Phase IV — 1999, 2000 Congress repealed Code §415(e): A new era, retirement direction, and opportunity begins for business owners.
Finally, Congress woke up. Following almost two decades of increasing regulation and restrictions to 412(i), Congress realized that small business America was not adopting and funding pension plans. This hurt both employers and employees. Congress also became alarmed because so many “baby boomer” business owners were approaching retirement unprepared and disempowered. With the uncertainty of the social security system, Congress acknowledged that the only way to have highly compensated individuals accumulate enough money for retirement was to allow for proportional deferrals.

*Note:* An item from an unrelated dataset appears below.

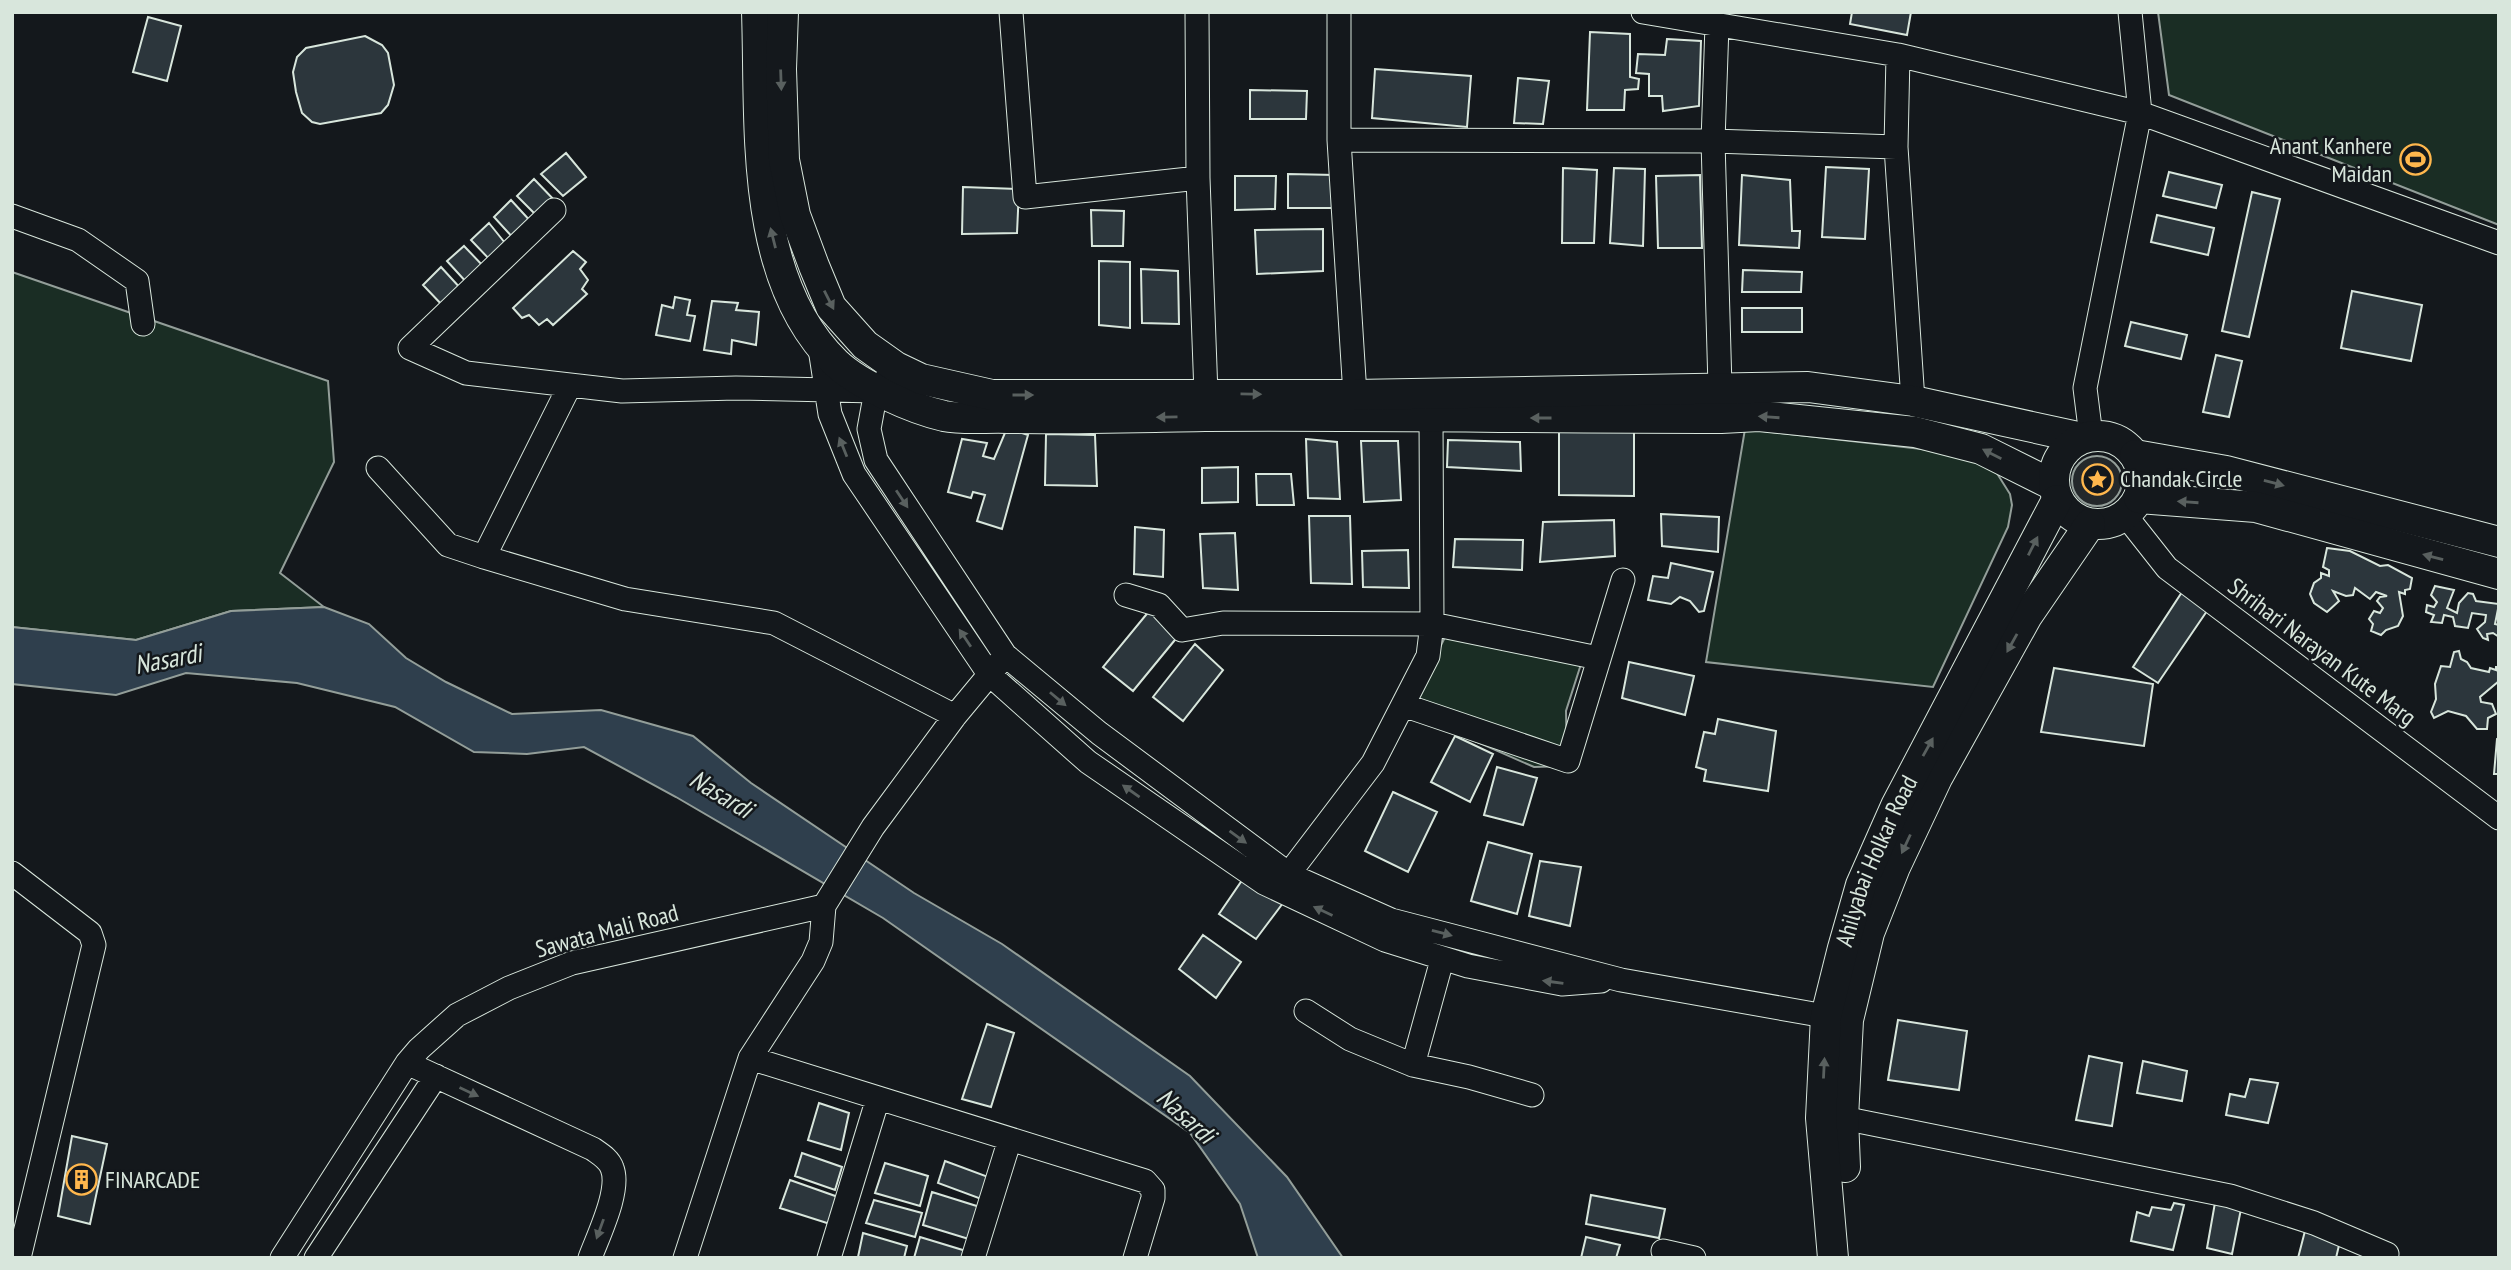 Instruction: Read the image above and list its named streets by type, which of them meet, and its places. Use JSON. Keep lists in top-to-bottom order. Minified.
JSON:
{"streets":{"main road":["Ahilyabai Holkar Road"],"street":["Shrihari Narayan Kute Marg","Sawata Mali Road"]},"crossings":[["Shrihari Narayan Kute Marg","Ahilyabai Holkar Road"]],"water":["Nasardi"],"places":{"sports":["Anant Kanhere Maidan"],"place":["Chandak Circle"],"building":["FINARCADE"]}}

At last, Congress acted. They repealed Code §415(e), effective January 2000. Now, business owners again have the ability to take charge of their own retirement needs. But Congress did not stop with that step. In H.R. Rep. No. 107-51, pt.1, Congress states:
“One of the factors that may influence the decision of an employer … to adopt a plan is the extent to which the owners of the business … will benefit under the plan. The Committee believes that increasing the dollar limits on qualified plan contributions will encourage employers to establish qualified plans.”
As a result of this “new” thinking in Congress, several modifications to existing rules and new rules were passed under the Economic Growth and Tax Reconciliation Act of 2001 (EGTTRA-2001.) These new rules took effect on January 1, 2002, and marked the beginning of a new era in pension planning for business owners and professionals.
Under these new rules, business owners and professionals again have a powerful retirement opportunity through Owner Benefit Plans. The opportunity is possible as long as modest benefits are offered to employees that qualify for plan inclusion under some design formats. Using specialized actuarial methods, it’s possible for owners to place into their personal retirement accounts between 85% and 92% of all contributed deferred dollars.